Data provided.
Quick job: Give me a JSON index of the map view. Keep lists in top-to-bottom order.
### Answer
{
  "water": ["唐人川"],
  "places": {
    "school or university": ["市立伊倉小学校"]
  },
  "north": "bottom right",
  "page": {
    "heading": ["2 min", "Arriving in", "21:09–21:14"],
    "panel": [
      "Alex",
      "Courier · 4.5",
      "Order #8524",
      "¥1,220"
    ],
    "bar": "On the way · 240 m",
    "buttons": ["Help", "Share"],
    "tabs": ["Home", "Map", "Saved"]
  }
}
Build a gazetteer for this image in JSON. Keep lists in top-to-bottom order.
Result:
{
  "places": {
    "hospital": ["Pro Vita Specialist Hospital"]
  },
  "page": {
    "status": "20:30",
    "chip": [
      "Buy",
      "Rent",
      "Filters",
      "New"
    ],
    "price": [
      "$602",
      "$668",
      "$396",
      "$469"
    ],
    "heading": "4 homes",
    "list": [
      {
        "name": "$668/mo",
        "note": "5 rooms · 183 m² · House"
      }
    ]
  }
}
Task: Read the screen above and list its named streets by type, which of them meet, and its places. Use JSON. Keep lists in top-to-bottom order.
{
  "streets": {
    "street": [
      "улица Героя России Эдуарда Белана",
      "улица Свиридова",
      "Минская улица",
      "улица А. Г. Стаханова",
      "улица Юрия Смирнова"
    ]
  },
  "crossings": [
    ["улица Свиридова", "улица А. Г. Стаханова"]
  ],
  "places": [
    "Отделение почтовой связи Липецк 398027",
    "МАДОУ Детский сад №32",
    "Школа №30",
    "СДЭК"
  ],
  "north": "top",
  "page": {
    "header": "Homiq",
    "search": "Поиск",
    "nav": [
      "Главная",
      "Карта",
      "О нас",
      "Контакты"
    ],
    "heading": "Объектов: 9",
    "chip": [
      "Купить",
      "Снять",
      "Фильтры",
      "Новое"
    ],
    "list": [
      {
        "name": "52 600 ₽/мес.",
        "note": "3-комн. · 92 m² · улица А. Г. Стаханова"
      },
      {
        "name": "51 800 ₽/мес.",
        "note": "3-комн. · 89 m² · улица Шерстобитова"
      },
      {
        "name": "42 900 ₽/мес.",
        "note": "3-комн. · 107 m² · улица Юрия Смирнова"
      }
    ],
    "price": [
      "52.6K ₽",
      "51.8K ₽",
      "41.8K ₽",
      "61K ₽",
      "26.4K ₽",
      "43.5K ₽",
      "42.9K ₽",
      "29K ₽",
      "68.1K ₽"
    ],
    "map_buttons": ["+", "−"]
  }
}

Exercise objective.
Retype the material above, character for character.

Exercise solution.
Quick job: Give me a JSON index of the map view. Keep lists in top-to-bottom order.
### Answer
{
  "water": ["唐人川"],
  "places": {
    "school or university": ["市立伊倉小学校"]
  },
  "north": "bottom right",
  "page": {
    "heading": ["2 min", "Arriving in", "21:09–21:14"],
    "panel": [
      "Alex",
      "Courier · 4.5",
      "Order #8524",
      "¥1,220"
    ],
    "bar": "On the way · 240 m",
    "buttons": ["Help", "Share"],
    "tabs": ["Home", "Map", "Saved"]
  }
}
Build a gazetteer for this image in JSON. Keep lists in top-to-bottom order.
Result:
{
  "places": {
    "hospital": ["Pro Vita Specialist Hospital"]
  },
  "page": {
    "status": "20:30",
    "chip": [
      "Buy",
      "Rent",
      "Filters",
      "New"
    ],
    "price": [
      "$602",
      "$668",
      "$396",
      "$469"
    ],
    "heading": "4 homes",
    "list": [
      {
        "name": "$668/mo",
        "note": "5 rooms · 183 m² · House"
      }
    ]
  }
}
Task: Read the screen above and list its named streets by type, which of them meet, and its places. Use JSON. Keep lists in top-to-bottom order.
{
  "streets": {
    "street": [
      "улица Героя России Эдуарда Белана",
      "улица Свиридова",
      "Минская улица",
      "улица А. Г. Стаханова",
      "улица Юрия Смирнова"
    ]
  },
  "crossings": [
    ["улица Свиридова", "улица А. Г. Стаханова"]
  ],
  "places": [
    "Отделение почтовой связи Липецк 398027",
    "МАДОУ Детский сад №32",
    "Школа №30",
    "СДЭК"
  ],
  "north": "top",
  "page": {
    "header": "Homiq",
    "search": "Поиск",
    "nav": [
      "Главная",
      "Карта",
      "О нас",
      "Контакты"
    ],
    "heading": "Объектов: 9",
    "chip": [
      "Купить",
      "Снять",
      "Фильтры",
      "Новое"
    ],
    "list": [
      {
        "name": "52 600 ₽/мес.",
        "note": "3-комн. · 92 m² · улица А. Г. Стаханова"
      },
      {
        "name": "51 800 ₽/мес.",
        "note": "3-комн. · 89 m² · улица Шерстобитова"
      },
      {
        "name": "42 900 ₽/мес.",
        "note": "3-комн. · 107 m² · улица Юрия Смирнова"
      }
    ],
    "price": [
      "52.6K ₽",
      "51.8K ₽",
      "41.8K ₽",
      "61K ₽",
      "26.4K ₽",
      "43.5K ₽",
      "42.9K ₽",
      "29K ₽",
      "68.1K ₽"
    ],
    "map_buttons": ["+", "−"]
  }
}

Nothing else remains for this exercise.